Lan, Z., Niu, L., Meng, F., Li, W., Zhou, J., & Su, J. (2024). AVG-LLaVA: A Multimodal Large Model with Adaptive Visual Granularity. arXiv, abs/2410.02745.
This research paper introduces AVG-LLaVA, a novel multimodal large language model (MLLM) designed to address the computational challenges posed by high-resolution images in existing MLLMs. The study aims to improve the efficiency and performance of MLLMs by adaptively selecting the appropriate visual granularity for image processing based on the input image and instruction.
The researchers developed AVG-LLaVA by extending the LLaVA-NeXT architecture with two key modules: a visual granularity scaler and a visual granularity router. The visual granularity scaler generates multi-granularity visual features by applying multiple rounds of pooling on visual tokens. The visual granularity router, comprising a Transformer layer, an MLP layer, and a voter layer, then selects the most appropriate visual granularity based on the input image and instruction. The model was trained using a multi-stage training strategy, including pretraining on image-caption pairs, visual instruction tuning, multi-granularity visual instruction tuning, and a novel Ranking Granularity to Align LMM Feedback (RGLF) paradigm.

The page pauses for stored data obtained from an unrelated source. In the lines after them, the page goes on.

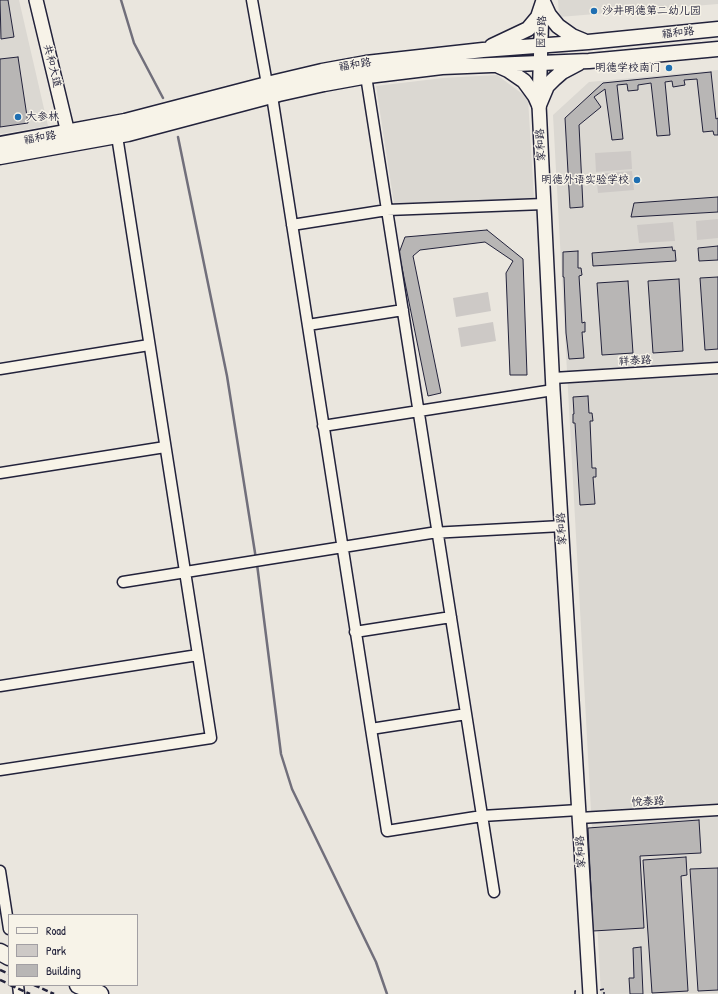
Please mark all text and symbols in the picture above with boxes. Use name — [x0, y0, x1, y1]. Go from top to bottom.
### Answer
place label: 沙井明德第二幼儿园 — [602, 4, 701, 18]
marker: 沙井明德第二幼儿园 — [589, 6, 599, 16]
street label: 园和路 — [535, 15, 549, 49]
street label: 福和路 — [661, 25, 695, 41]
street label: 共和大道 — [40, 43, 64, 89]
street label: 福和路 — [338, 56, 372, 74]
place label: 明德学校南门 — [595, 61, 661, 75]
marker: 明德学校南门 — [664, 63, 674, 73]
place label: 大参林 — [26, 110, 59, 124]
marker: 大参林 — [13, 112, 23, 122]
street label: 家和路 — [534, 128, 548, 162]
street label: 福和路 — [23, 129, 57, 147]
place label: 明德外语实验学校 — [541, 173, 629, 187]
marker: 明德外语实验学校 — [632, 175, 642, 185]
street label: 祥泰路 — [618, 354, 652, 368]
street label: 家和路 — [555, 512, 569, 546]
street label: 悦泰路 — [631, 795, 665, 809]
street label: 家和路 — [574, 835, 588, 869]
legend — [8, 914, 138, 986]
text: Road — [46, 922, 66, 939]
text: Park — [46, 942, 66, 959]
text: Building — [46, 962, 81, 979]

AVG-LLaVA demonstrated superior performance compared to other state-of-the-art MLLMs on 11 benchmarks, including general VQA, text-oriented VQA, and general multimodal tasks. The model achieved significant reductions in the number of visual tokens and improved inference speed, particularly in tasks that do not require fine-grained visual information. For instance, on the AI2D benchmark, AVG-LLaVA achieved a remarkable 85.3% reduction in visual tokens and a 2.53× increase in inference speed compared to LLaVA-NeXT.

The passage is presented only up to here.